Rachel Garcia made her mother cry Tuesday, and it wasn’t the first time.
In Garcia’s 15 years of playing softball, there have been plenty of tear-jerking moments. Like when Garcia won the 2015 Gatorade softball player of the year award in high school. Or when she planted her left knee into the ground and suffered a major injury. Or when, after 18 months of uncertainty, she put on a UCLA uniform for the first time.
But Tuesday, the tears were perhaps the most meaningful. Garcia, UCLA’s ace and cleanup hitter, was named the USA Softball collegiate player of the year. She became the second Bruins player to do so, following Stacey Nuveman in 2002.
Her mother, Christine, was nearing Albuquerque when the news broke en route from the family’s home in Southern California to Oklahoma City for the Women’s College World Series, where UCLA opens play Thursday at 6:30 p.m. PDT against Florida State. She wept.
The Bruins are seeking their first national title since 2010 and their record 12th overall, and Garcia, a redshirt sophomore, is an essential part of their success. Her 1.02 ERA leads the team and ranks seventh in the nation, and it has helped her achieve a 27-3 record with 273 strikeouts in 185 innings. She has a .356 batting average, 11 home runs and 53 RBIs.

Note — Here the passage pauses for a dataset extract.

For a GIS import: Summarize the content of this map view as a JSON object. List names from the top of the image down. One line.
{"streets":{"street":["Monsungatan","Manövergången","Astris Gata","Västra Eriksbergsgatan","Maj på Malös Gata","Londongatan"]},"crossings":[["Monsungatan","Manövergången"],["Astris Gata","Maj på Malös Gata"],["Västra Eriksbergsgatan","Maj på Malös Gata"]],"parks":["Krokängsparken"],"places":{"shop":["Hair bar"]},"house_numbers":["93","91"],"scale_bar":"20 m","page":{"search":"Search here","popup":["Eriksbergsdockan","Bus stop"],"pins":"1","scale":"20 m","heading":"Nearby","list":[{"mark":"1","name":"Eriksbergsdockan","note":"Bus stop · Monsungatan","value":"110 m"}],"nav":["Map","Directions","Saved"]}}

ESPNW and the Pac-12 also chose her as player of the year.
It was three years ago that Christine wasn’t sure if her daughter would ever pitch again.

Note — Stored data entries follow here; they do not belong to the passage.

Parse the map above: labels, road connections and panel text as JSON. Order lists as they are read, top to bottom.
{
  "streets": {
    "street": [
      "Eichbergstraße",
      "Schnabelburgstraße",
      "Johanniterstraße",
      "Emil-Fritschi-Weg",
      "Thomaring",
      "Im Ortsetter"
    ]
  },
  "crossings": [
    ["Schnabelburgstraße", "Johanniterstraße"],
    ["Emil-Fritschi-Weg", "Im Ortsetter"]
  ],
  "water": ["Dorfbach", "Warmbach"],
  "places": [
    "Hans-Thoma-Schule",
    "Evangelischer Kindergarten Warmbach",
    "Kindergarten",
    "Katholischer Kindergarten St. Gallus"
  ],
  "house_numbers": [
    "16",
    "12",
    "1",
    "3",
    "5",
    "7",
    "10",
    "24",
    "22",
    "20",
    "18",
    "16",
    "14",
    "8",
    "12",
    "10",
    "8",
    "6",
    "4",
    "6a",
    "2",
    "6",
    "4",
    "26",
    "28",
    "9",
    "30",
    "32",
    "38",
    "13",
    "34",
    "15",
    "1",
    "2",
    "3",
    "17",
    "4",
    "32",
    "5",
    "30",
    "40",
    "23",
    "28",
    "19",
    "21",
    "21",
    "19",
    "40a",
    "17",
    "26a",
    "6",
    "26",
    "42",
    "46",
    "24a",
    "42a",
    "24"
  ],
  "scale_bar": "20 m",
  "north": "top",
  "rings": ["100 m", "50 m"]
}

It happened during Garcia’s senior year of high school when Highland was facing Torrance in the Southern Section Division IV title game. Garcia had never won a title of any kind, and she was close to achieving that. She had struck out 24 hitters and given up three hits and no walks in 12 scoreless innings.. The 13th inning was going to be the game’s last because of time constraints, and the schools looked poised to be named co-champions.

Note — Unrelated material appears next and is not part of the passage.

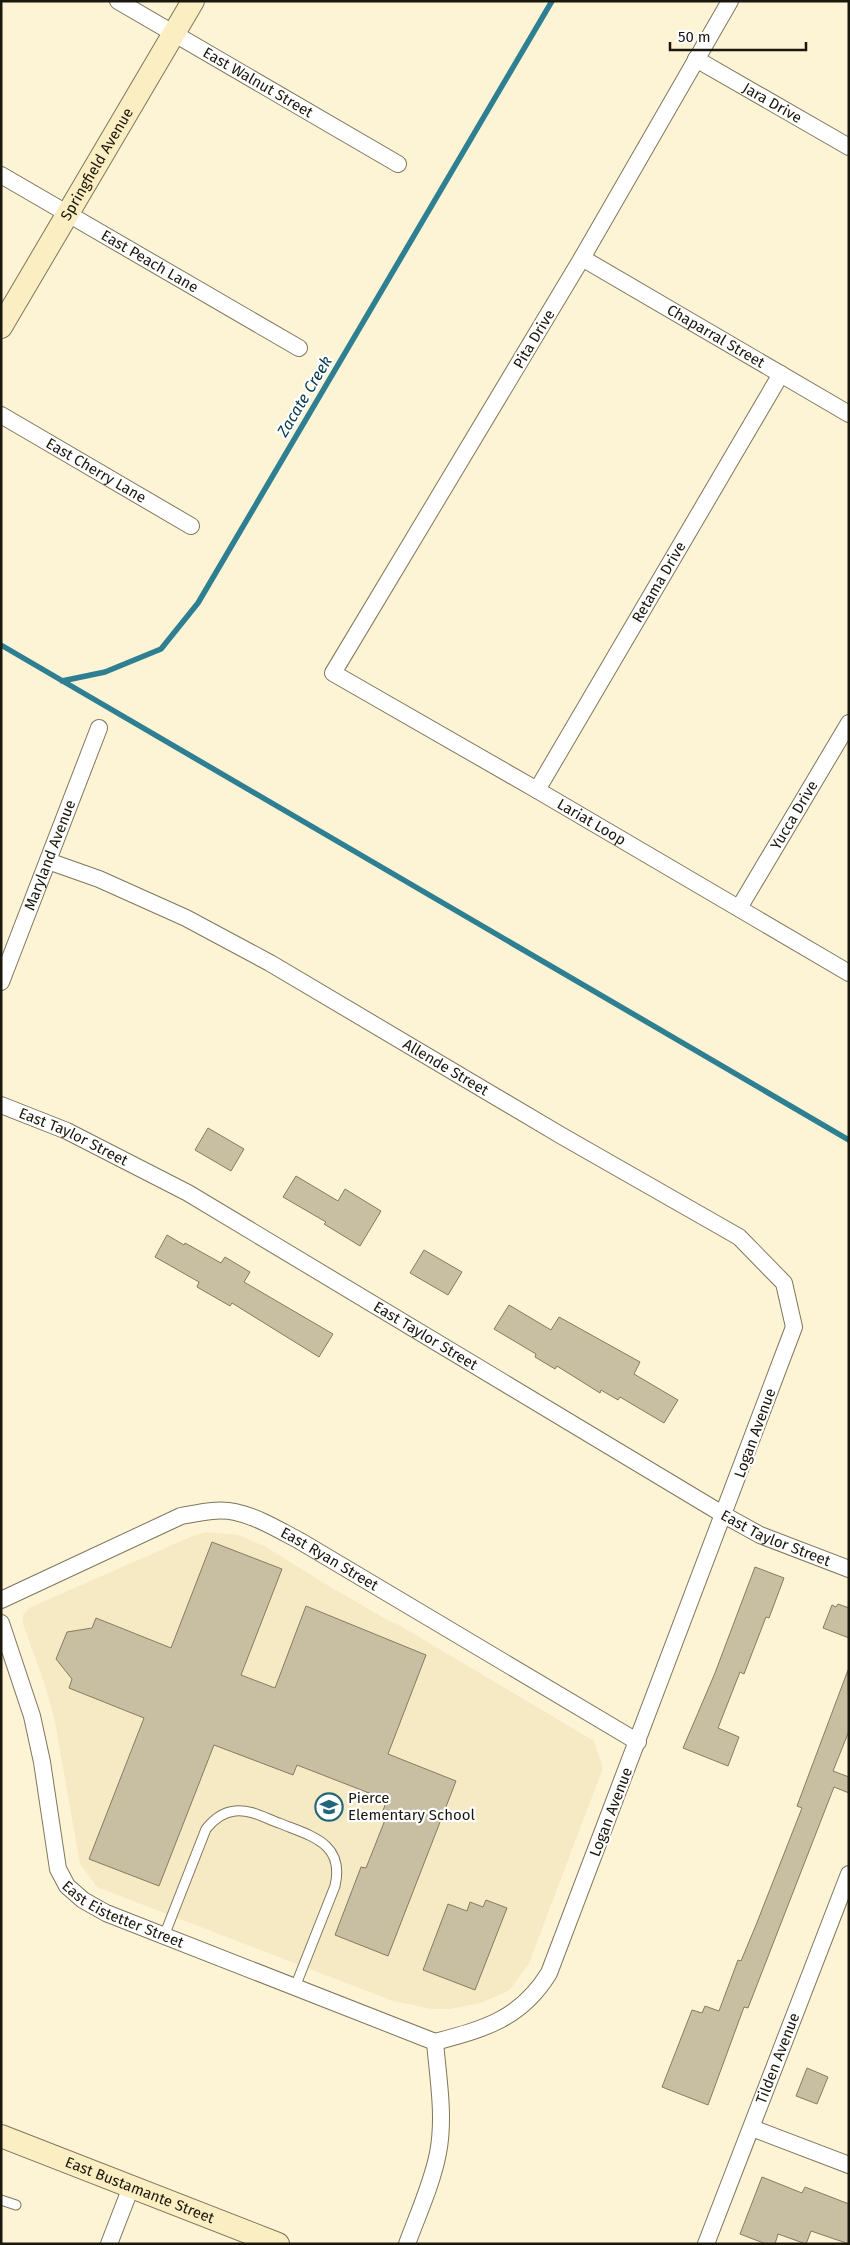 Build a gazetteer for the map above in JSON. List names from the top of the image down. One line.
{"streets":{"main road":["Springfield Avenue","East Bustamante Street"],"street":["East Walnut Street","Jara Drive","East Peach Lane","Chaparral Street","Pita Drive","East Cherry Lane","Retama Drive","Yucca Drive","Lariat Loop","Maryland Avenue","Allende Street","East Taylor Street","Logan Avenue","East Ryan Street","East Eistetter Street","Tilden Avenue"]},"crossings":[["East Walnut Street","Springfield Avenue"],["Jara Drive","Pita Drive"],["Springfield Avenue","East Peach Lane"],["Chaparral Street","Pita Drive"],["Chaparral Street","Retama Drive"],["Pita Drive","Lariat Loop"],["Retama Drive","Lariat Loop"],["Yucca Drive","Lariat Loop"],["Maryland Avenue","Allende Street"],["Allende Street","Logan Avenue"],["East Taylor Street","Logan Avenue"],["Logan Avenue","East Ryan Street"],["Logan Avenue","East Eistetter Street"]],"water":["Zacate Creek"],"places":{"school or university":["Pierce Elementary School"]},"scale_bar":"50 m"} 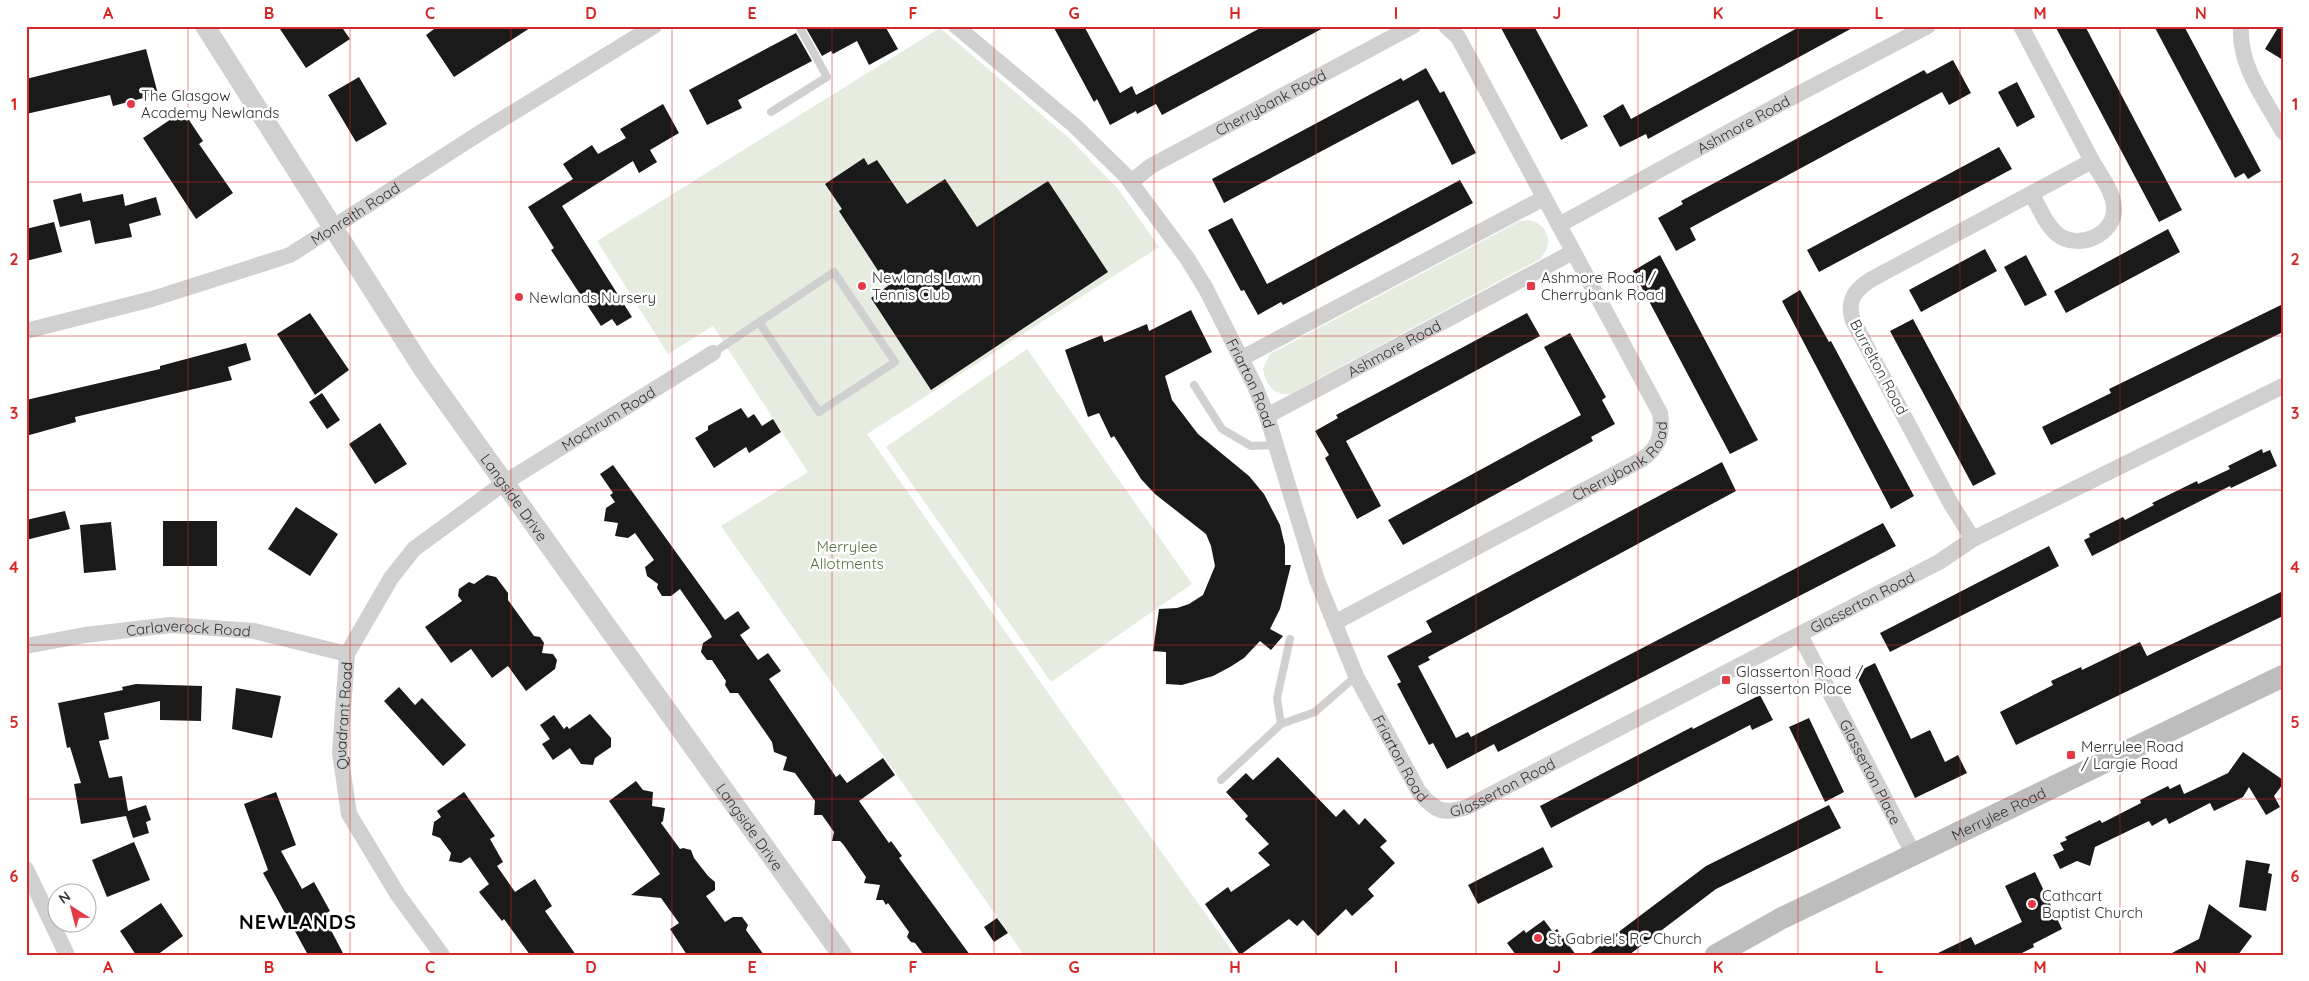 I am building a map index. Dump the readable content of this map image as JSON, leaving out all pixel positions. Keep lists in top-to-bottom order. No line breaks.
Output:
{"streets":{"main road":["Merrylee Road"],"street":["Cherrybank Road","Ashmore Road","Monreith Road","Burrelton Road","Friarton Road","Mochrum Road","Langside Drive","Glasserton Road","Carlaverock Road","Quadrant Road","Glasserton Place"]},"crossings":[["Cherrybank Road","Ashmore Road"],["Cherrybank Road","Friarton Road"],["Ashmore Road","Friarton Road"],["Monreith Road","Langside Drive"],["Burrelton Road","Glasserton Road"],["Friarton Road","Glasserton Road"],["Mochrum Road","Langside Drive"],["Mochrum Road","Quadrant Road"],["Langside Drive","Quadrant Road"],["Glasserton Road","Glasserton Place"],["Carlaverock Road","Quadrant Road"],["Glasserton Place","Merrylee Road"]],"districts":["NEWLANDS"],"parks":["Merrylee Allotments"],"places":{"other":["The Glasgow Academy Newlands","Newlands Lawn Tennis Club","Newlands Nursery","Cathcart Baptist Church","St Gabriel's RC Church"],"transit":["Ashmore Road / Cherrybank Road","Glasserton Road / Glasserton Place","Merrylee Road / Largie Road"]},"north":"top left","grid":{"columns":["A","B","C","D","E","F","G","H","I","J","K","L","M","N"],"rows":["1","2","3","4","5","6"]}}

In the bottom of the 12th, Torrance nearly won it on a hit to left field off Garcia, but the runner was thrown out at the plate. Garcia tumbled after the pitch, and when she got up, her knee felt odd. Not painful, but odd.
She told trainers in the dugout, but she insisted she was OK. She singled as that inning’s leadoff hitter. Coaches figured she was fine to pitch the final inning.
As softball pitchers do, she placed her right foot on the rubber and pointed her left toe into the clay behind it. She wound up and planted her left foot as she windmilled toward home plate. Then she fell.
And then the pain started.
Two coaches carried her off and she was taken to an emergency room while Highland lost the game. Her meniscus was torn, she was told, and she’d have to undergo surgery before doctors could tell if her anterior cruciate ligament had ruptured as well. Her bag that was already packed for Oklahoma and the U.S. junior national team was left at home. She was supposed to depart the next morning.
She awoke from surgery, still feeling woozy, and discovered that her ACL had ruptured and would require another operation about two months later. Her mother had already cried, and so did Garcia.
If the game had ended earlier, she might not have ended up at UCLA on crutches. Her mom never would’ve wondered if her scholarship was in jeopardy.
Garcia knew she’d never be the same player again. She knew it as soon as she was told she’d have to sit out and recover, and when she suffered a setback in rehabilitation in February 2016 and elected to redshirt. She wasn’t going to be the person on the mound who threw 12 scoreless innings while striking out two-thirds of the opposition.
She was going to be better.
“I knew it wasn’t gonna be an easy process,” Garcia said. “I told myself that I was gonna push harder than ever to get through it.”
“She has so much determination,” Bruins third baseman Brianna Tautalafua said. “She has grit, and she’s just a bad-ass player all-around.”
Grit is a common word used to describe Garcia, not only because as she pitched with a brace as soon as she was physically able to, but because of the way she pitches. She attacks every hitter by pounding the strike zone, which has already helped UCLA (56-5) achieve its most wins since 2001 (62). In the midst of the worst title drought in program history, she wants to end UCLA’s streak of seven championship-less seasons as well as her own lifelong streak. And she wants to make her mother cry again, once more in a good way.
But if Garcia succeeds, her mother won’t just be crying because of the title, but because of how her daughter reached it.
“I knew she’d come back. I just didn’t think it would be quite to the level she put herself at,” Christine said. “And this year she’s even better, and I don’t know how that’s even possible. I can’t even explain it.”